_TASK DESCRIPTION:_ Write the records out exactly, so that no picture remains in the copy.

_INFORMATION PROVIDED:_
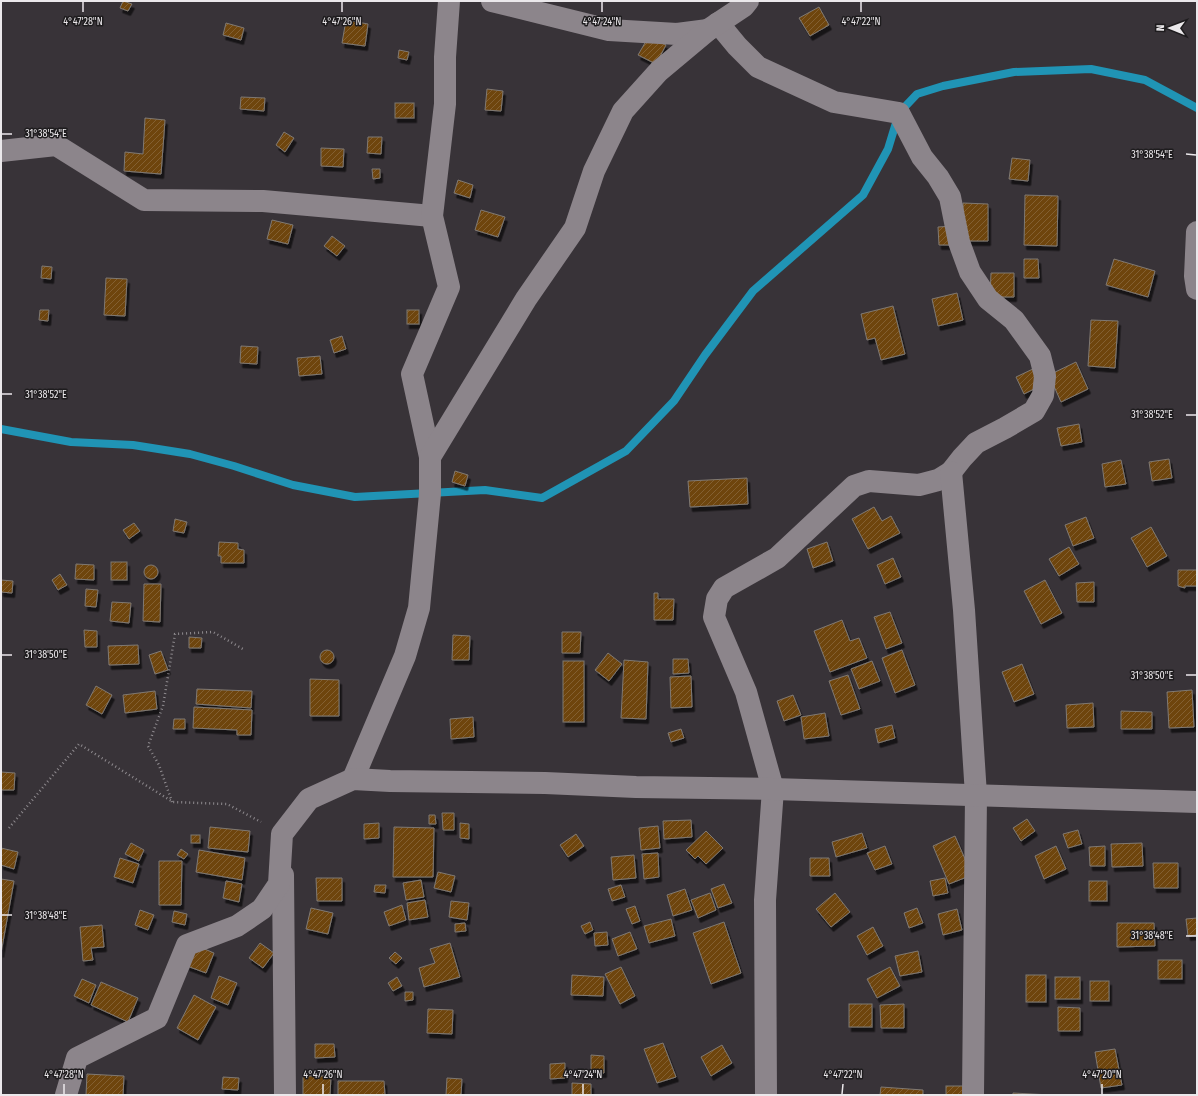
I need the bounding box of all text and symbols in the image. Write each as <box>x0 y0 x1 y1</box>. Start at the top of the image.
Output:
north arrow <box>1150 8 1190 48</box>
text: 4°47'28"N <box>63 16 103 28</box>
text: 4°47'26"N <box>322 16 362 28</box>
text: 4°47'24"N <box>583 16 621 28</box>
text: 4°47'22"N <box>841 16 881 28</box>
text: N <box>1154 24 1167 31</box>
text: 31°38'54"E <box>25 128 67 140</box>
text: 31°38'54"E <box>1131 149 1173 161</box>
text: 31°38'52"E <box>25 389 67 401</box>
text: 31°38'52"E <box>1131 409 1173 421</box>
text: 31°38'50"E <box>25 649 68 661</box>
text: 31°38'50"E <box>1131 670 1174 682</box>
text: 31°38'48"E <box>25 910 67 922</box>
text: 31°38'48"E <box>1131 930 1173 942</box>
text: 4°47'28"N <box>44 1069 84 1081</box>
text: 4°47'26"N <box>303 1069 343 1081</box>
text: 4°47'24"N <box>564 1069 602 1081</box>
text: 4°47'22"N <box>823 1069 863 1081</box>
text: 4°47'20"N <box>1082 1069 1122 1081</box>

_ANSWER SPACE:_
I need the bounding box of all text and symbols in the image. Write each as <box>x0 y0 x1 y1</box>. Start at the top of the image.
Output:
north arrow <box>1150 8 1190 48</box>
text: 4°47'28"N <box>63 16 103 28</box>
text: 4°47'26"N <box>322 16 362 28</box>
text: 4°47'24"N <box>583 16 621 28</box>
text: 4°47'22"N <box>841 16 881 28</box>
text: N <box>1154 24 1167 31</box>
text: 31°38'54"E <box>25 128 67 140</box>
text: 31°38'54"E <box>1131 149 1173 161</box>
text: 31°38'52"E <box>25 389 67 401</box>
text: 31°38'52"E <box>1131 409 1173 421</box>
text: 31°38'50"E <box>25 649 68 661</box>
text: 31°38'50"E <box>1131 670 1174 682</box>
text: 31°38'48"E <box>25 910 67 922</box>
text: 31°38'48"E <box>1131 930 1173 942</box>
text: 4°47'28"N <box>44 1069 84 1081</box>
text: 4°47'26"N <box>303 1069 343 1081</box>
text: 4°47'24"N <box>564 1069 602 1081</box>
text: 4°47'22"N <box>823 1069 863 1081</box>
text: 4°47'20"N <box>1082 1069 1122 1081</box>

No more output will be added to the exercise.